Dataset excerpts
Content starts
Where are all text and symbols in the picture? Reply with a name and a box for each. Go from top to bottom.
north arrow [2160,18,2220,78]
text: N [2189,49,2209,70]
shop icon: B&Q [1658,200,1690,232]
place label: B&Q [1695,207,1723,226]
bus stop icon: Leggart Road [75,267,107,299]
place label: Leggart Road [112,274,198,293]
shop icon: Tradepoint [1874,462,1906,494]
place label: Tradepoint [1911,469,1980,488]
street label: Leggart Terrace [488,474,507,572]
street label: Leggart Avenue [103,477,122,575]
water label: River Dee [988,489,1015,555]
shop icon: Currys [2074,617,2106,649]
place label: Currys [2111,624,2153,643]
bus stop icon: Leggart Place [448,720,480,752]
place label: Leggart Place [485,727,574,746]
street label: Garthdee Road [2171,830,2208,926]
Content ends
WORK ITEM: Print each entry above again, exactly as it was given.

ANSWER TO THIS PROBLEM:
Where are all text and symbols in the picture? Reply with a name and a box for each. Go from top to bottom.
north arrow [2160,18,2220,78]
text: N [2189,49,2209,70]
shop icon: B&Q [1658,200,1690,232]
place label: B&Q [1695,207,1723,226]
bus stop icon: Leggart Road [75,267,107,299]
place label: Leggart Road [112,274,198,293]
shop icon: Tradepoint [1874,462,1906,494]
place label: Tradepoint [1911,469,1980,488]
street label: Leggart Terrace [488,474,507,572]
street label: Leggart Avenue [103,477,122,575]
water label: River Dee [988,489,1015,555]
shop icon: Currys [2074,617,2106,649]
place label: Currys [2111,624,2153,643]
bus stop icon: Leggart Place [448,720,480,752]
place label: Leggart Place [485,727,574,746]
street label: Garthdee Road [2171,830,2208,926]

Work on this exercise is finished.